Progesterone is metabolized in the normal breast mainly into 4-ene-pregnenes (e.g. 20alpha-dihydroprogesterone, 20alphaDHP) but, in contrast, in breast cancer tissue the 5alpha-dihydropregnanes (e.g. 5alpha-dihydroprogesterone, 5alphaDHP) are prevalent. In the present study the effect of progesterone and its main metabolites 20alphaDHP and 5alphaDHP on the aromatase activity in a stable aromatase-expressing estrogen receptor-positive human breast cancer cell line, MCF-7aro, was explored.

MATERIALS AND METHODS

The MCF-7aro cells were stripped of endogenous steroids and incubated with physiological concentrations of [3H]-testosterone ([3H]-testos: 5 x 10(-9)M) alone or in the presence of progesterone, 20alphaDHP or 5alphaDHP (5 x 10(-6) or 5 x 10(-8)M) for 24 h at 37 degrees C. The cellular radioactivity uptake was determined in the ethanolic supernatant and the DNA content in the remaining pellet. [3H]-Estradiol (E2), [3H]-estrone (E1) and [3H]-testos were characterized by thin layer chromatography and quantified using the corresponding standard.

RESULTS

Aromatase activity was present at a high level in the MCF-7aro cells after incubation with [3H]-testos when the concentration of [3H]-E2 was 3.70 pmol/mg DNA; 20alphaDHP at concentrations of 5 x 10(-6)M or 5 x 10(-8)M significantly inhibited this conversion by 50.3% and 36.5%, respectively.
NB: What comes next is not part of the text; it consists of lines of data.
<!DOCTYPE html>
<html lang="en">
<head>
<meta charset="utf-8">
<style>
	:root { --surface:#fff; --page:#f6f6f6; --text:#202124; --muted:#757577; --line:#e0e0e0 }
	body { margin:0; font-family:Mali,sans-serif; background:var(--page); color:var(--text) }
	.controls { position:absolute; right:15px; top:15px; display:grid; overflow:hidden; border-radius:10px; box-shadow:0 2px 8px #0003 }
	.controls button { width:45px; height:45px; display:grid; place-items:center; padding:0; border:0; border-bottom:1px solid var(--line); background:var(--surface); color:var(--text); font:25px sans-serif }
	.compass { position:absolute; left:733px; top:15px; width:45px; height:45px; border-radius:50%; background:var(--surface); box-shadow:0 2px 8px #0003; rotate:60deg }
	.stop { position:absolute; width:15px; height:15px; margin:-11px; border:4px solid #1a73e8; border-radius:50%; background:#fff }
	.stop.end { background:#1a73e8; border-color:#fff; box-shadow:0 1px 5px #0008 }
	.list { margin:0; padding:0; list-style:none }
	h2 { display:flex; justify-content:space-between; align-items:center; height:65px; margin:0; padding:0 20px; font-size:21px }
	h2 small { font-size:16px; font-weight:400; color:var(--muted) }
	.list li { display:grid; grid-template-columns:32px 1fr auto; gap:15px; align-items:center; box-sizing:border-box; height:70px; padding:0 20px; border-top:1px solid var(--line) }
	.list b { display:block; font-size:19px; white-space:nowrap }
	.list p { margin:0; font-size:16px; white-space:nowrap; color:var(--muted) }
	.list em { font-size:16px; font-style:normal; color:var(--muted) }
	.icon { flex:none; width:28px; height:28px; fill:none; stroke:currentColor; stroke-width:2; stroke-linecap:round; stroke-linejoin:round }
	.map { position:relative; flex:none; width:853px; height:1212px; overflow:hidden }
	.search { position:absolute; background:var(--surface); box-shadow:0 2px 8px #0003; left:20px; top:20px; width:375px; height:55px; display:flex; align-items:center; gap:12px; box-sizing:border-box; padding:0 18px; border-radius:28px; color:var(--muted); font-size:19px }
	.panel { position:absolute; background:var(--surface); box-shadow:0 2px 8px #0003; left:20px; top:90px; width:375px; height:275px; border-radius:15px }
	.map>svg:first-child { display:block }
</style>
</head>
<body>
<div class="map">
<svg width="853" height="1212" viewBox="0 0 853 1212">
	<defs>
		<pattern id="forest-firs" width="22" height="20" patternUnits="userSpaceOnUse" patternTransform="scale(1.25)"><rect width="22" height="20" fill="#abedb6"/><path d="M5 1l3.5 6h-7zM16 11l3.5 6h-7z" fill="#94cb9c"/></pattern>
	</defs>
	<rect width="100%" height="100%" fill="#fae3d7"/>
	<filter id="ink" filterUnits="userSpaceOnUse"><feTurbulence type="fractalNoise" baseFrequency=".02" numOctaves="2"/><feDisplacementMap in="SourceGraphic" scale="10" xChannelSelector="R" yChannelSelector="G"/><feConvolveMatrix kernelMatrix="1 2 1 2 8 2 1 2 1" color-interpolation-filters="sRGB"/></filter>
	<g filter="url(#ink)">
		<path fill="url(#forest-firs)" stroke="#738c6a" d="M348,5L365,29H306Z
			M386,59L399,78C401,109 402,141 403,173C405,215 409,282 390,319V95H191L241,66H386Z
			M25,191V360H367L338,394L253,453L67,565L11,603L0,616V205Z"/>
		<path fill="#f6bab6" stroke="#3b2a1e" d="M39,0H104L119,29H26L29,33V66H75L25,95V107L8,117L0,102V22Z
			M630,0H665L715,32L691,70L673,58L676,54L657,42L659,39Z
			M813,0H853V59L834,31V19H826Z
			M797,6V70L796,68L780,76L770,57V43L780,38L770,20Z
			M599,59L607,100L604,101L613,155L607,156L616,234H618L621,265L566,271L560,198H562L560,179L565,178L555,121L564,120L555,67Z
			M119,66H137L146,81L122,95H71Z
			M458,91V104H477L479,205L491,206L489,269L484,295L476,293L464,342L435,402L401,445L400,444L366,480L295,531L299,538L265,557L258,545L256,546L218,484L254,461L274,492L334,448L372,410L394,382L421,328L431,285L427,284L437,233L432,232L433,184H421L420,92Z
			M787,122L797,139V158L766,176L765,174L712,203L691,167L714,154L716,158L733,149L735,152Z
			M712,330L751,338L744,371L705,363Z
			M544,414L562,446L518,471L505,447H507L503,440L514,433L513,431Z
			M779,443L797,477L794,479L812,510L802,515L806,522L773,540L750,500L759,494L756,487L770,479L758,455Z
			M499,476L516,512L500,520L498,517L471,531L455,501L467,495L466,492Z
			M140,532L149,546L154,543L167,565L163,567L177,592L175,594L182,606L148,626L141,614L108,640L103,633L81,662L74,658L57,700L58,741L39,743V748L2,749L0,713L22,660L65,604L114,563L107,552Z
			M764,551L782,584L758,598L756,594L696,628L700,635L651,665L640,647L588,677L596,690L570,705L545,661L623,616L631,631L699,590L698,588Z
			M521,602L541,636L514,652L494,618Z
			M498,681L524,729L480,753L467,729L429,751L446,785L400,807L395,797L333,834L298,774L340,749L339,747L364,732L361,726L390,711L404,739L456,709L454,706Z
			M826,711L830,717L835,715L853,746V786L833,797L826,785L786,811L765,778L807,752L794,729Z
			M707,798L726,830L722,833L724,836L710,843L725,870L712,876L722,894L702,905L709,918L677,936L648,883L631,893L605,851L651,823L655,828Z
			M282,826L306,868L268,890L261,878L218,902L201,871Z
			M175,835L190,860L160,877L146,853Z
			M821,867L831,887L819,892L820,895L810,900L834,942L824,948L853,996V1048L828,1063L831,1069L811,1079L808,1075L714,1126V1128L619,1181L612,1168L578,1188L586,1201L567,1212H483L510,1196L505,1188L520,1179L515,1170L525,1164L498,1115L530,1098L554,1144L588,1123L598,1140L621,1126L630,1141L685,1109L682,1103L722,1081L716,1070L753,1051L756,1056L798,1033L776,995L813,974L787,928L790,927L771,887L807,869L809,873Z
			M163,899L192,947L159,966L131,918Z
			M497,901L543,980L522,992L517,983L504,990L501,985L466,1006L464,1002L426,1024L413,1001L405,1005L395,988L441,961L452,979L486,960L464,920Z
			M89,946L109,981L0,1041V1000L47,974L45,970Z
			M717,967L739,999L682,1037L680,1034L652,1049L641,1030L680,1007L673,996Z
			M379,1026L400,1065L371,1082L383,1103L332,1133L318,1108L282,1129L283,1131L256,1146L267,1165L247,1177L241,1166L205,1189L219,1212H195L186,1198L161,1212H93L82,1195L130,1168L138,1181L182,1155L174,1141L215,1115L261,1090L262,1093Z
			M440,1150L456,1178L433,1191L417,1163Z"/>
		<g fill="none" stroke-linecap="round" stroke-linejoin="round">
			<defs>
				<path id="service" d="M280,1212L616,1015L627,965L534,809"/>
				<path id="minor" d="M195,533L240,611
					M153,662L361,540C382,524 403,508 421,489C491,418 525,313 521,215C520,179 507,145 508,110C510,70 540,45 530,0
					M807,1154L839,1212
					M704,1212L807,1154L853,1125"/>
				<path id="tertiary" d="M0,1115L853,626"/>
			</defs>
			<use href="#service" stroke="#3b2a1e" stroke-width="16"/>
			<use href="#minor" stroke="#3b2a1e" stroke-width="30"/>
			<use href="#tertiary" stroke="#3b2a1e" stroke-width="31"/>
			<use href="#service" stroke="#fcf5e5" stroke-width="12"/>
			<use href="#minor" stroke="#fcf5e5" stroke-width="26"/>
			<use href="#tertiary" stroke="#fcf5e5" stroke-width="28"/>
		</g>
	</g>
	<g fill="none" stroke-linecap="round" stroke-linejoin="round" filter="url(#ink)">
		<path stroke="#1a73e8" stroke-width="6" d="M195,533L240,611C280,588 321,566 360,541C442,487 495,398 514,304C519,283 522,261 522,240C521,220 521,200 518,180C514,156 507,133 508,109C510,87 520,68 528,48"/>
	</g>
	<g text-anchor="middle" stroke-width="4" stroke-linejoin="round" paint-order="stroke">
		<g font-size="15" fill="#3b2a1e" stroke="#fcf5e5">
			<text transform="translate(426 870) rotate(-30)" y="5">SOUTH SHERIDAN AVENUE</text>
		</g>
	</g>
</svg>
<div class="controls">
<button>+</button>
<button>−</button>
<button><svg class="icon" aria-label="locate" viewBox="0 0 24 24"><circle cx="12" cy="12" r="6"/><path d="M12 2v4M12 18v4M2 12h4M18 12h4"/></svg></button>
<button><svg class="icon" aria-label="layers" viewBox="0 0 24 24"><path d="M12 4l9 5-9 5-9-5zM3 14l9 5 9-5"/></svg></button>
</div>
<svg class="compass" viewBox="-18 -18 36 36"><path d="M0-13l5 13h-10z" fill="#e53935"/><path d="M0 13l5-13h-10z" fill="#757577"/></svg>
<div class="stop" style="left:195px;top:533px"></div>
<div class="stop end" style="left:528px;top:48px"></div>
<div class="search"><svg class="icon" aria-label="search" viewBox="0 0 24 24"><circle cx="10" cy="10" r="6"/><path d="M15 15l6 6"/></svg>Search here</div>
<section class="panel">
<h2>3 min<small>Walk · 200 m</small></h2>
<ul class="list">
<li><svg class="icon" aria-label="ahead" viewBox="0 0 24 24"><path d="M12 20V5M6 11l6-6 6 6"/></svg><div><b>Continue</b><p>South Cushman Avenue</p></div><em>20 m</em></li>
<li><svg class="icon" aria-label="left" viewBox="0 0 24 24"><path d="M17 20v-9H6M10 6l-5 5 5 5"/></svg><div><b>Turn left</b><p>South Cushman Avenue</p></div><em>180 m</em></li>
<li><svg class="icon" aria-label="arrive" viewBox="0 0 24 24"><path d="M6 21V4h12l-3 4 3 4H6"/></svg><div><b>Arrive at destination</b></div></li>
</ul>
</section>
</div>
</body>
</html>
No significant effect was found with the metabolite 5alphaDHP or the parent hormone, progesterone.

CONCLUSION

The MCF-7aro cell line shows high detectable aromatase activity. The present data indicate that the progesterone metabolite 20alphaDHP, found mainly in normal breast tissue, can act as an anti-aromatase agent.